We will be applying the data analysis paradigm of response versus explanatory variables hundreds of times in the following Lessons. We need notation to make it clear which variables are in which roles.

  • In English, we will use phrases like “child’s height versus mother’s height” or “height as a function of father’s height and child’s sex.”
  • The R computer notation uses the tilde character: the squiggly line . The response variable name always goes on the left side of the tilde, the names of the explanatory variables on the right side, separated by plus signs. For instance, the two English phrases in the previous bullet point would be written (using the names of the Galton variables) as:
    • height ~ mother
    • height ~ father + sex

Often, we will use generic variable names to make a general point about graphics, data analysis, or modeling.

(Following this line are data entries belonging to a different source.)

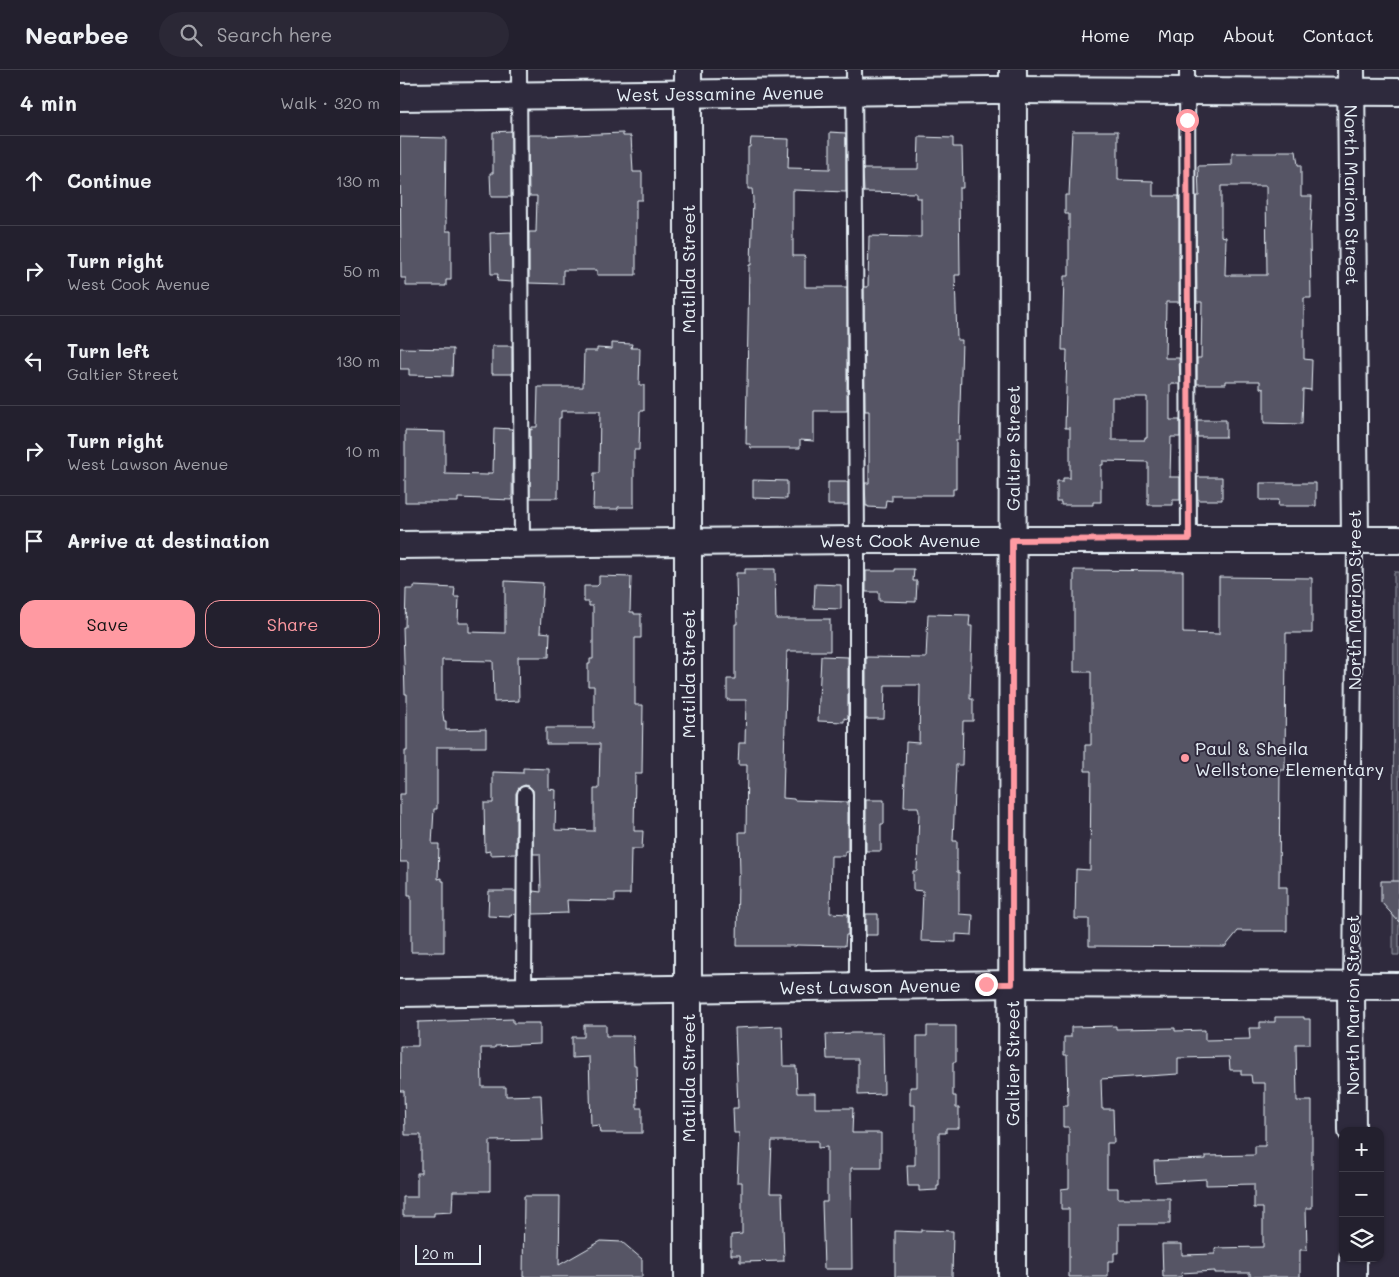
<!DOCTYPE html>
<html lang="en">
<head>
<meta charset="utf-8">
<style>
	body { margin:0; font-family:Mali,sans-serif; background:#2b2836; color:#f1f3f6 }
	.controls { position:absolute; right:15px; bottom:15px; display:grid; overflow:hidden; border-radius:10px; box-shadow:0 1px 4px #0004 }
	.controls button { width:45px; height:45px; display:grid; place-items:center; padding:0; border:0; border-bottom:1px solid #403e4a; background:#23202e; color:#f1f3f6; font:25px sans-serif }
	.scale { position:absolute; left:15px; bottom:12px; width:66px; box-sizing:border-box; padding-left:5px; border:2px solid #e8f1f8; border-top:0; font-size:14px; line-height:18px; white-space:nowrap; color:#e8f1f8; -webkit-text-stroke:4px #2f2a3d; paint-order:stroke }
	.stop { position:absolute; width:15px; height:15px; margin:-11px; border:4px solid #ff9aa2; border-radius:50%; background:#fff }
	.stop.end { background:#ff9aa2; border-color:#fff; box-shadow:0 1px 5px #0008 }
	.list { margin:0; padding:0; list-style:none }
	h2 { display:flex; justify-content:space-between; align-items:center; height:65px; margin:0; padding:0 20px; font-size:21px }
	h2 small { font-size:16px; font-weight:400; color:#a3a3aa }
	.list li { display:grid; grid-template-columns:32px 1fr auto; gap:15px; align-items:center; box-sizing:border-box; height:90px; padding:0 20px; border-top:1px solid #403e4a }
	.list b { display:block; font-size:19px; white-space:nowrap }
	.list p { margin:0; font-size:16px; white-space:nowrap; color:#a3a3aa }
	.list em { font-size:16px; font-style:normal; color:#a3a3aa }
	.actions { display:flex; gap:10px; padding:15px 20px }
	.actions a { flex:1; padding:11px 0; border:1px solid #ff9aa2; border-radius:15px; text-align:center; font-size:18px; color:#ff9aa2 }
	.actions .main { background:#ff9aa2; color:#111 }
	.icon { flex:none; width:28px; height:28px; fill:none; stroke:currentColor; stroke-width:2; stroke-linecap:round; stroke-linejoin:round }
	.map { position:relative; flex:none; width:999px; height:1207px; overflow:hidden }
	header { display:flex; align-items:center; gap:30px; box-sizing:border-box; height:70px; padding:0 25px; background:#23202e; border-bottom:1px solid #403e4a }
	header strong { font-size:24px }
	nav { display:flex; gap:28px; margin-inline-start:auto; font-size:18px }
	.search { width:350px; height:45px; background:#2b2836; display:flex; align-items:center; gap:12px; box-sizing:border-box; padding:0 18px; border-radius:28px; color:#a3a3aa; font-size:19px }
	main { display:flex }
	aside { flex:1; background:#23202e }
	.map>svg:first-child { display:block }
	.green { fill:#464455; stroke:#979aa6 }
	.building { fill:#575565; stroke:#e8f1f8; fill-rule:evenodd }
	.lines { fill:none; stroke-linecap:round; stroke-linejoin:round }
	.service-casing { stroke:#e8f1f8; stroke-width:18 }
	.minor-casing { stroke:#e8f1f8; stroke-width:30 }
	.service { stroke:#2f2a3d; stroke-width:14 }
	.minor { stroke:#2f2a3d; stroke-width:26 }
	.route { stroke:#ff9aa2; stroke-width:6 }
	.poi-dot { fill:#ff9aa2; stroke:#2f2a3d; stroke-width:2 }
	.labels { text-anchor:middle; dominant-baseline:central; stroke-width:4; stroke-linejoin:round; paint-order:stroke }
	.street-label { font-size:18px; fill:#e8f1f8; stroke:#2f2a3d }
	.poi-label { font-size:18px; fill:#e8f1f8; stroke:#2f2a3d; text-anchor:start }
</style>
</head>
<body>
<header>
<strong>Nearbee</strong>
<div class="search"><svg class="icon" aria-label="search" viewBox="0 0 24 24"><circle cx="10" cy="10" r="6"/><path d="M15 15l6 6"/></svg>Search here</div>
<nav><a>Home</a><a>Map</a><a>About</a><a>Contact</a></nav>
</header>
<main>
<aside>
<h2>4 min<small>Walk · 320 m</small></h2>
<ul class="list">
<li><svg class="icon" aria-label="ahead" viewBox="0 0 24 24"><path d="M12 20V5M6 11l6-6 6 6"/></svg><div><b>Continue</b></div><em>130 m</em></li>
<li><svg class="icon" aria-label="right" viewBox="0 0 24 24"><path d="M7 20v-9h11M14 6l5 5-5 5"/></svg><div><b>Turn right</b><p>West Cook Avenue</p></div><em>50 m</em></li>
<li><svg class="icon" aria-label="left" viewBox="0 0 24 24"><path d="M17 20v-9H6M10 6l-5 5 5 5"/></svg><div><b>Turn left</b><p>Galtier Street</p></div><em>130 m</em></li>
<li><svg class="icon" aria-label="right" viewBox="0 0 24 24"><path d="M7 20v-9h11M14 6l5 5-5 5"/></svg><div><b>Turn right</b><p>West Lawson Avenue</p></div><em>10 m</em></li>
<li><svg class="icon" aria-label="arrive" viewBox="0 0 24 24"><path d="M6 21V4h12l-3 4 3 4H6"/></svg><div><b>Arrive at destination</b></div></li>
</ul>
<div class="actions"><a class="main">Save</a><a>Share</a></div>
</aside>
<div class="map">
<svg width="999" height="1207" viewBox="0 0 999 1207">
	<rect width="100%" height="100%" fill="#2f2a3d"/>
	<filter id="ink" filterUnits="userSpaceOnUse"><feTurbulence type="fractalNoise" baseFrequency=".02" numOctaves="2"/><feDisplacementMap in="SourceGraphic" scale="10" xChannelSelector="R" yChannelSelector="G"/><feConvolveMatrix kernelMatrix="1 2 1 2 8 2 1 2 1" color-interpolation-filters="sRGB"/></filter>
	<g filter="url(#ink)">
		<path class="green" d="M994 502H999V885H993Z"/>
		<path class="building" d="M111 61V127H91L90 103H93V62Z
			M672 61H718V110L753 111V126H779V232H766L765 288H779L780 314H770V350H780V367H771L770 407H780V430H773V435H748V392L703 391V395H701V432H693V435H661V432H657V412H663V408H670V358H665L667 280H662L664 206H669V144H665V125H669ZM712 327H747V368H745V370H712Z
			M430 62 446 63V122L393 120V186H405V217H447V341H414V371L400 370V378H351L350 374H346L349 195H351L353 129 352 119H348V77H350L351 68 389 69 388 98 430 99Z
			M223 63V66H231L233 102H242V130H236V205H197V200H163V214L129 213V162H136L137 126H129L128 65H148V66Z
			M0 67 46 68 45 149H46V161H51V210H46V216H6V208H1Z
			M519 67 553 68V77H562L563 118H559L560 205H555L557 270H562L559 370H556V419H553V425H492V431L486 430 485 438 468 437V436H466L465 413H469V341H465L464 217H468L469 166 521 167V128H516V123L464 122 463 99H518Z
			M878 81H896L898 95H901V126H912L910 166 911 228H904V289L912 290 911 320 903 319 902 354 864 353V319L860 318V311H826V314H797V288H801L802 232H797L796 126H799L798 96 832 95V83H878ZM821 116H866L867 205H825L826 167 821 166Z
			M111 162 112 212 97 211 98 204H91L90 163Z
			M212 273 232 274 231 278H240L239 315H244V341H240L239 380H234V437H218V439H193L194 403H199L200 341H161V348H159L158 428H130V359L132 360V357H137L138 317H183L184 281H197V278L212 279Z
			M92 276H112V304H92Z
			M0 278 53 279 52 306 9 305V299H0Z
			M797 350H826V367H797Z
			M94 358 113 359 112 430 58 428V432H5V361L45 362V404L88 405V403H93Z
			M797 407H822V430H798Z
			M353 410 387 411V429L353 428Z
			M428 412H448V435H428Z
			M860 413H916V436H878L879 430H860Z
			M345 499H375L376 549H430V581H387L383 728 394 729V730L448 732V781H445V786H431L430 843 448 844V865H446L445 876 396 875V876H337L338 805H340L339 762H346L347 695H338L339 673H345L346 630H327V609H335V554H337L336 503H345Z
			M495 499H514L513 511H517L516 532 479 531V522H466V501H495Z
			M674 500 783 501V563L819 564V507L912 508V563H886L885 700H880L879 817H887V861H838L825 877 689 876V849H675L676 799 690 800 691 701H685V675H691V602H674Z
			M199 506 231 507 230 542H234V544H241V568H235V635H243L242 704H235L234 761H243L242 779H231L230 824H215V831L167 830 168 843 133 844V821L141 822 140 784H133V720L129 716 125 715 120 717 116 723V784L90 785V781L85 782 84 733H93V702L123 703V698L149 699V719L156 720 155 760 194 761V719H199L200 674H146V658H194V616H188V594H190V589H193V536H189V532H184V516H197L199 514Z
			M105 511 143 513 140 562 150 563 149 587H118L119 631 94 632 93 591 42 590V638L44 651H46V660L86 659V677H37V739H34L32 774H39L38 809 42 808V811H44V882H11V825H8V792H0V724H5V681H7V624H5L3 557H5L6 519H14V516L55 518 54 527H59L58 553H69V562L105 563Z
			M415 514 441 515V539L414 538Z
			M528 544 570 545 569 556H572L570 629H573V651H563L562 695H556L553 771H557V802H559V844L573 845 572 865 556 864V872L521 871 523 821 513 820V801H517L519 742 518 737H504L506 672 519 673 520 615H485L484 649H466V587L526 588Z
			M421 586 448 587V649L444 648V652L418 651Z
			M466 730H484V754H481V781H466Z
			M981 811H999V852L981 832Z
			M89 821H116V844L110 845V847L88 846Z
			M466 844H478V865H466Z
			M875 947H904V949H910V974H896L897 1031H912V1138H906L907 1180H900V1207H850V1203H815V1201L781 1203 782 1207H763L762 1174H782V1185L815 1184V1178L863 1177V1138H854V1114L806 1115V1109L755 1112 754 1091 806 1089V1086L855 1085V1076H865V1013H852L851 1005H841V1000H830L829 987 778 988V1004L701 1009 702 1039H713L714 1073H707V1118H718V1128H770V1154H719V1183H714V1191H708V1207H669V1139H661V1119L669 1118V1057H663V1036H668L667 985H664V967H671V957L716 956V959L775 958V961L805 960V970L850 969 849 958H860V952H875Z
			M113 949V953H140V974L95 976V978H81L82 1017H106V1026L141 1025 143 1070 90 1071V1121H53L52 1142 34 1143V1146H3V1127H17V1103H21V1065H5L4 1021H0V976H18V952Z
			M184 955H206V966H233L234 995H236L237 1038H242V1063H200L199 1055 191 1056 189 987 172 988V967H184Z
			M382 956 383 996H396L397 1023H415V1038H453L452 1063H481V1098H451L452 1199H424L422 1132H427V1077L418 1078V1071H372L370 1123H382L384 1191 340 1192V1185H331V1165L342 1164V1112H337L339 1063H334L333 1038H338L335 958Z
			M527 956H556V992H553V1026H556V1038H559V1058H546V1063H539V1116H537V1120L519 1121V1116H508L507 1095H515V1035H510V1017H517V966H527Z
			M453 963H483L484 1024 458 1025V989H427L426 964Z
			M124 1126H160L159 1195 201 1171 222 1172 242 1189V1207H123Z
			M521 1160 553 1161 552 1207H495V1161L521 1162Z"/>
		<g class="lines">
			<defs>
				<path id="service" d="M119 0 122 474
					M454 0 457 470V916
					M787 0 789 469
					M951 916 955 470
					M124 922 125 724"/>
				<g id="minor">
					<path id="s1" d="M951 0 955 470"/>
					<path id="s2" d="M0 27 592 20 999 22"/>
					<path id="s3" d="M0 475 457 470H999"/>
					<path d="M951 916 952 1061"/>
					<path id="s4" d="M0 923 612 914 999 916"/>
					<path d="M953 1188V1207"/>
					<path d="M288 1207V0"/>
					<path id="s5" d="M612 1207 613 0"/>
				</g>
			</defs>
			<use href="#service" class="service-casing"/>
			<use href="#minor" class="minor-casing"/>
			<use href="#service" class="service"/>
			<use href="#minor" class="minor"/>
		</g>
	</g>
	<g class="lines" filter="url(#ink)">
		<path class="route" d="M586 914H612V470L789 469 787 50"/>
	</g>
	<circle class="poi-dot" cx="785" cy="688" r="5"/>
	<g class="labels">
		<g class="street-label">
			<text stroke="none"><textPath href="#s2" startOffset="320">West Jessamine Avenue</textPath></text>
			<text stroke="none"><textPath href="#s1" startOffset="125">North Marion Street</textPath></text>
			<text transform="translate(288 199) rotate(-90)">Matilda Street</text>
			<text stroke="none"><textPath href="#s5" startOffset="829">Galtier Street</textPath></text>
			<text stroke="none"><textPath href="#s3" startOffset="500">West Cook Avenue</textPath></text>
			<text transform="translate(954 530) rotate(-90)">North Marion Street</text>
			<text transform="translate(288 604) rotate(-90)">Matilda Street</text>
			<text stroke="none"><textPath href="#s4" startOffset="470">West Lawson Avenue</textPath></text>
			<text transform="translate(952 935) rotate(-90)">North Marion Street</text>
			<text stroke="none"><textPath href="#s5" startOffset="214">Galtier Street</textPath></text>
			<text transform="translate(288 1008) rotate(-90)">Matilda Street</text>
		</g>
		<g class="poi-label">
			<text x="795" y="678">Paul &amp; Sheila<tspan x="795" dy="21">Wellstone Elementary</tspan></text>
		</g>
	</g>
</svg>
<div class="controls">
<button>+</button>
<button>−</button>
<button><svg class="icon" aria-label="layers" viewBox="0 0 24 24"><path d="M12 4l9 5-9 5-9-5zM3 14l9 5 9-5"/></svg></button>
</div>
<div class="scale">20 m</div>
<div class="stop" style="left:787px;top:50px"></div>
<div class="stop end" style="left:586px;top:914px"></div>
</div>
</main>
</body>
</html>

These are:

  • y — the response variable
  • x — a numerical explanatory variable
  • g — a categorical explanatory variable
  • c — a second or third explanatory variable of any sort.
Think of g as standing for “group,” since the value of a categorical variable identifies which of two or more groups a specimen belongs to. c stands for “covariate” or “confounder,” terms that will be introduced in later Lessons.

Too abstract?

It will be easier to understand the importance of this data analysis paradigm once you have seen it in applications. For instance, in the graphics to be introduced in Lesson 3 the response variable will always go on the vertical axis. The first explanatory variable will be represented by position on the horizontal axis. A second explanatory variable (if any) will be shown as color.

I suggest that, as you proceed through the following Lessons, you review this short Lesson occasionally until it becomes second nature.